Improve Fleet Optimization
Par Joseph evangelist
Executive Vice President, Transervice
As originally appeared in FleetOwner Magazine’s IdeaXchange
In a perfect world, all fleet managers would have perfectly optimized fleets. But in the real world, getting that perfect optimization can be extremely difficult for a variety of reasons.
That said, I think most fleets can improve their optimization percentage if they analyze each component. Start by reviewing your current optimization record, looking at each day of the week and each week of the month. Once you have determined the factor or factors that are preventing you from achieving the desired level of optimization, you are ready to find solutions to the problem.
Your optimization analysis begins by looking at the amount and types of freight you deliver, delivery frequency, and delivery windows. Working with customers and delivery points to determine flexibility in this area is essential. How freight is loaded and unloaded can play a role. Is it palletized? Wrapped? Floor loaded? Then look at the time it takes to move the product from point “A” – where the driver picks up the load – to point “B” – the delivery destination. You can use the average road speed for this calculation.

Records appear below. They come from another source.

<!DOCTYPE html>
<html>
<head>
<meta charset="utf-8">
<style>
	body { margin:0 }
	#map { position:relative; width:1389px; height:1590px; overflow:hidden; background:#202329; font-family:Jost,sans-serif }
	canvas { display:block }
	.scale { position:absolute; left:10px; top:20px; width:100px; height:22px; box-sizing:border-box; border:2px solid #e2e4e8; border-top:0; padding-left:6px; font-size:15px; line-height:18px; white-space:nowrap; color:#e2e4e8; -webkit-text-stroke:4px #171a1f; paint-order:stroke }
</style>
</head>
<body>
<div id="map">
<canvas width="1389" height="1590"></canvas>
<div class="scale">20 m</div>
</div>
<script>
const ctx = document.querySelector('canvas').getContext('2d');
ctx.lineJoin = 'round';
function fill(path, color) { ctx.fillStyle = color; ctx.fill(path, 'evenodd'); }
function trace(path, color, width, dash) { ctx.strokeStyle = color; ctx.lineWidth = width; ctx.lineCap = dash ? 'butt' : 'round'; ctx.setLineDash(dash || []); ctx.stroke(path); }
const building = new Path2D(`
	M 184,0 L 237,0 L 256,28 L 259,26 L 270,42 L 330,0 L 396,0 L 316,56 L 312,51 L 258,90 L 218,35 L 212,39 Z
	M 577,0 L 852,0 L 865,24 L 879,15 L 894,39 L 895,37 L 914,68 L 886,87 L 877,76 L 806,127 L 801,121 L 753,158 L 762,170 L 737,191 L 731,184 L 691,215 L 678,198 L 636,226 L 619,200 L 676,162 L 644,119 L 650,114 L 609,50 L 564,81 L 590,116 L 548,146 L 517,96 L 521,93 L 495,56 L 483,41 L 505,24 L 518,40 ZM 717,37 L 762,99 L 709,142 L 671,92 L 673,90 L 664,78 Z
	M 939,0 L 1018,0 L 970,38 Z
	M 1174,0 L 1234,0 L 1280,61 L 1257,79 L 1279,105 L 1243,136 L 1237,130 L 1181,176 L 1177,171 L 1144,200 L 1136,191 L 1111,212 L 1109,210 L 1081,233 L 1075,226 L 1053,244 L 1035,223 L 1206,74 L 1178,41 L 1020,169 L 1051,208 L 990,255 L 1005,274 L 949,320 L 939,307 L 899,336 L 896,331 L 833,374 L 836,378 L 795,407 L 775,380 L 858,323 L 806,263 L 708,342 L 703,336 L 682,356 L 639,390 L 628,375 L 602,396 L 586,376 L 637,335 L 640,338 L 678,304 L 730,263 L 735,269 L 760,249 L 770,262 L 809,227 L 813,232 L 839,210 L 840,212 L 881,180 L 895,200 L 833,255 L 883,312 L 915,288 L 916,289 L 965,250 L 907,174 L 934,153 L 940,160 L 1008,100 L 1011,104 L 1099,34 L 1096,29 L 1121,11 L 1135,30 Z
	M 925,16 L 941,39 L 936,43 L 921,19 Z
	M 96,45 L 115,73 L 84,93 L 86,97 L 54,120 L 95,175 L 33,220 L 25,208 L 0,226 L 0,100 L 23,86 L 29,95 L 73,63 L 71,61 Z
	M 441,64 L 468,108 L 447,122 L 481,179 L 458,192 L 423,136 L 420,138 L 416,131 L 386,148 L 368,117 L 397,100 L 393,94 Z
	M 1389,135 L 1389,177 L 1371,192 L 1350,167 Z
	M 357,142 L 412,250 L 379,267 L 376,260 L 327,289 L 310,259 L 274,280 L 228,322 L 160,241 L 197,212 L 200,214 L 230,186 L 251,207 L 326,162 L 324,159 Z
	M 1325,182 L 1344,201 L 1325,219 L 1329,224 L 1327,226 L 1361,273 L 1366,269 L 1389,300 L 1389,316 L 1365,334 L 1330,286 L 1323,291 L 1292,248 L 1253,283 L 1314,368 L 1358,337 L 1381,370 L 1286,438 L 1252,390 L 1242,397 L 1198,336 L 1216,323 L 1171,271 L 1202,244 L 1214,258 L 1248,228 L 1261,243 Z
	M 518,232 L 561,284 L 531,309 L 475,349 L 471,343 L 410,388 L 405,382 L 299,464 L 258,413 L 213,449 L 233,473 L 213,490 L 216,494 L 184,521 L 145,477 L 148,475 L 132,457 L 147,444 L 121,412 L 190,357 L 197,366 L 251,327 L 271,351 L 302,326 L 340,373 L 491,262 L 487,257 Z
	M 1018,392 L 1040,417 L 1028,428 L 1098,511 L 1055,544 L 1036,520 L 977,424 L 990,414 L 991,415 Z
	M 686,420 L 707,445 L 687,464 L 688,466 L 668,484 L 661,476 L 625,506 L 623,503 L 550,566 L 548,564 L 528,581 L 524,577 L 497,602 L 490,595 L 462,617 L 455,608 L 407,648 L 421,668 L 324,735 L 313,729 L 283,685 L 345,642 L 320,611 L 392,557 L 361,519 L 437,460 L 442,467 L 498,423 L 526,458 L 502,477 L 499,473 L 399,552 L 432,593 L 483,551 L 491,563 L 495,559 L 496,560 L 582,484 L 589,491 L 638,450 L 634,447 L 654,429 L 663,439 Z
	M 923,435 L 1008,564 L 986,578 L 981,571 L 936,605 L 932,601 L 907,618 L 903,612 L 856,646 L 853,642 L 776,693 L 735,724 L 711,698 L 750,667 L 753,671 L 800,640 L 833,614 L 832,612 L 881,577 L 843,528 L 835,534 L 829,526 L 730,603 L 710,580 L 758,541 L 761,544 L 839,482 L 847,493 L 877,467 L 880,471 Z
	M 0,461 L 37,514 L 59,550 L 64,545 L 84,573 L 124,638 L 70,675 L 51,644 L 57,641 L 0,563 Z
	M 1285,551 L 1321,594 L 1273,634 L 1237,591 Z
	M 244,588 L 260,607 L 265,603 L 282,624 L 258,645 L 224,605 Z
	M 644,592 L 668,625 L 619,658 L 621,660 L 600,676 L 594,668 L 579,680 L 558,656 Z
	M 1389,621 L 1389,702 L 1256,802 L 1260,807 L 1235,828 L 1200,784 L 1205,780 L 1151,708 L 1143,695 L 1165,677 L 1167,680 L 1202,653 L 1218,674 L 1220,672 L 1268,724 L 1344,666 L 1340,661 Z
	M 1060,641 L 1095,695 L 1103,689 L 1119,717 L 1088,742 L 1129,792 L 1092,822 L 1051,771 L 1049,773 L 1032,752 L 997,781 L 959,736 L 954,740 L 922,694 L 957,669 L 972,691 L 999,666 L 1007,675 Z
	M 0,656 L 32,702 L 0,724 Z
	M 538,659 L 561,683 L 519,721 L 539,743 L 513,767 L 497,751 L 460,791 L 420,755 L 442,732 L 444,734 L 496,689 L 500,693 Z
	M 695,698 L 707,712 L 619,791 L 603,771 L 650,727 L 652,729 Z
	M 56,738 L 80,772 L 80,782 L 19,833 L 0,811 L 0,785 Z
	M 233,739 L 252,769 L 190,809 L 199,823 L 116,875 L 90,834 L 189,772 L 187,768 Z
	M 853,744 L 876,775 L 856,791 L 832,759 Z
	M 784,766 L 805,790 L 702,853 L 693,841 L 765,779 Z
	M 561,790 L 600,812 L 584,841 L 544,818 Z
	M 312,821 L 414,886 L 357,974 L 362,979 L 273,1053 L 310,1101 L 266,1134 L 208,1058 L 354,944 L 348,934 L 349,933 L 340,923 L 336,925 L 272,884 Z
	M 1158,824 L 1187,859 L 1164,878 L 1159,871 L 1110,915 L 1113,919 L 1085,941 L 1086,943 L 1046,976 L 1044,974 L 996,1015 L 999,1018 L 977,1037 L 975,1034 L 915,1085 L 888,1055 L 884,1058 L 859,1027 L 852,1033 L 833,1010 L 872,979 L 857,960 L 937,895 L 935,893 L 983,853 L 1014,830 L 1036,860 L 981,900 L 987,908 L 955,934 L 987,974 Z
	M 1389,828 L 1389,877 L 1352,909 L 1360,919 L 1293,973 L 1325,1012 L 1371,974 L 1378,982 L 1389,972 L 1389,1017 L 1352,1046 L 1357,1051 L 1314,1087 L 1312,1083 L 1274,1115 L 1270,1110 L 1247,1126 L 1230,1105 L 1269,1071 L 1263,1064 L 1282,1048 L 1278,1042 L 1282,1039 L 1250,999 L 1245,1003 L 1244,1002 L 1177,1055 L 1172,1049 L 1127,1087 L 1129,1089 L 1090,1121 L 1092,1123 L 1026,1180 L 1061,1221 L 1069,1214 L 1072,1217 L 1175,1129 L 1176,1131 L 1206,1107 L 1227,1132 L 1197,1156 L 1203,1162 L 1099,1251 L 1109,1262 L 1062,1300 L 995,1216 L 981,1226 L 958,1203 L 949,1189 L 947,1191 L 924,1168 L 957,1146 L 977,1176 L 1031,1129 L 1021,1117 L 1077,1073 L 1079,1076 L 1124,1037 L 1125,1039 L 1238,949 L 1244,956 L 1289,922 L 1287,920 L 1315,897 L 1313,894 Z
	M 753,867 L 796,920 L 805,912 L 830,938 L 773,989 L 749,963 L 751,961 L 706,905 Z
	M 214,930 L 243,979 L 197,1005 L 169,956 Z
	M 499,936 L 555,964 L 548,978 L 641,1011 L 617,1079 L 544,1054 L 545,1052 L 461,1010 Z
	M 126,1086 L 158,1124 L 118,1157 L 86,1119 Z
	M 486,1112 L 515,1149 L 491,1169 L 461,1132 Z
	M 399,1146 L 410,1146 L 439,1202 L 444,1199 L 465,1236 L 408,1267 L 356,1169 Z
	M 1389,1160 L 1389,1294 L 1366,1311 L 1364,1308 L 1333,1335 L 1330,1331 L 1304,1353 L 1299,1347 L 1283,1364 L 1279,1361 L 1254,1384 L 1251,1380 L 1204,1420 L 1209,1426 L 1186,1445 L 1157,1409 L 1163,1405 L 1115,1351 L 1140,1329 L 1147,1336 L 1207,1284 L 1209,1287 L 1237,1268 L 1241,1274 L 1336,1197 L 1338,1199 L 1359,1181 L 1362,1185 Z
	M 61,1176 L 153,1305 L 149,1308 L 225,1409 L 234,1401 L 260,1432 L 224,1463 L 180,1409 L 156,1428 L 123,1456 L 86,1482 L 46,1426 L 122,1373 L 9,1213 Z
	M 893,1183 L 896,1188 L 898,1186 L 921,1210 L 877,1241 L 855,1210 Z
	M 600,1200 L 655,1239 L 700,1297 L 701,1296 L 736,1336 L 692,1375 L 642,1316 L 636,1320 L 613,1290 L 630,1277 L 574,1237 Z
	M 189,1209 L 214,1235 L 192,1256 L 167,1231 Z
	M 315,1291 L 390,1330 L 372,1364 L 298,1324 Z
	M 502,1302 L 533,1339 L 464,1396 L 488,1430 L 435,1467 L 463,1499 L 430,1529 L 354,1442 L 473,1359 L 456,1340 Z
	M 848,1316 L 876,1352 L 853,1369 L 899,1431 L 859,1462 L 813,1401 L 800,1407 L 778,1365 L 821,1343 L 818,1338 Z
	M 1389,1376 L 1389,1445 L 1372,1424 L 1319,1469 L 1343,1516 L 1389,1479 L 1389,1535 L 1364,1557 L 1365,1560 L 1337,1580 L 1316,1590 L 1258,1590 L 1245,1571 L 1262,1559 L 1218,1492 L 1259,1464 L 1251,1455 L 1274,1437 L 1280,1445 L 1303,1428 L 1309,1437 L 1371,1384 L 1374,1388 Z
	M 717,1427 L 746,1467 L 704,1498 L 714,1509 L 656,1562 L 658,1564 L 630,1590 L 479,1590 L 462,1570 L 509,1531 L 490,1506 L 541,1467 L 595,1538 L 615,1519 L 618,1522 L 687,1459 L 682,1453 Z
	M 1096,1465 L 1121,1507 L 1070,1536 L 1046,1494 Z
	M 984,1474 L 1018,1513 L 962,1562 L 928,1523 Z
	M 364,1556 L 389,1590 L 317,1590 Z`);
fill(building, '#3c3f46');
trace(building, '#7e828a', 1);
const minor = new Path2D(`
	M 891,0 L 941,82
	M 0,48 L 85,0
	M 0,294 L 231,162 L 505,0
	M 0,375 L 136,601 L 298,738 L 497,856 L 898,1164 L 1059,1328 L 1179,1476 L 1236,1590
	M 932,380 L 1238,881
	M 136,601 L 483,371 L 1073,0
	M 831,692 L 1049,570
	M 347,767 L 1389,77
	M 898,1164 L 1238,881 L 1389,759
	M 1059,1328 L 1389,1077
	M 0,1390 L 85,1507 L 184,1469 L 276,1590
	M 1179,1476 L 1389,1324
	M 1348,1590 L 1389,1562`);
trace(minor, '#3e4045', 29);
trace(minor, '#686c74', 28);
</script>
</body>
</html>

Other data you will need: Once the driver is at the delivery location, how long is the stop? Is it a 15 minute stop or 30 minutes or more? Does the driver have “declining” loads, meaning they drop off part of the load at multiple stops? If so, is the truck loaded such that when one load is delivered, the next load is ahead? Is there a way to sequence commands to make the driver more efficient? Are load assessment surveys performed regularly? In many cases, warehouse/shippers are insensitive to the challenges faced by drivers at delivery points.
Assessing customer order cycles can also provide important opportunities. Do you make 10 stops one day, eight the next, and nine the next? Working with your customers to better understand and analyze exactly how many stops they have and what they are doing by location will help you identify if there are opportunities for consolidation. Are there other contributing factors to consider? For example, if your customer is in the bakery industry, you’ll need to pick up lockers, a standard delivery system for baked goods. Or if your customer is a retailer, you may need to pick up empty bins etc. This could not only contribute to delivery time, but could also impact return opportunities.
Even the size of the trailer needs to be considered. We recently worked with a customer to redesign their trailer specifications to increase the interior height of the trailer. Working with the trailer manufacturer to increase the interior height of the trailer an additional two inches has allowed them to increase their stacks from eight boxes to nine. If you think about the depth of a trailer, you have crates stacked in rows from floor to ceiling. That means extra crate front to back and side to side in each row. That’s a lot of extra crates per trailer load, reducing the transportation cost per crate delivered.
And the drivers? How many are there? What are their eligible hours of service? What is their level of proficiency and comfort with certain types of vehicles? Do you have advanced delivery software to allow the delivery point to be prepared for delivery, making it more efficient?
At first glance, this may seem like a lot of information to process and running an optimization analysis of your fleet may take some time. But in the long run, if done correctly, it can yield big wins. These same principles apply whether we work with our rental customers (their drivers) or our dedicated transport customers (our drivers).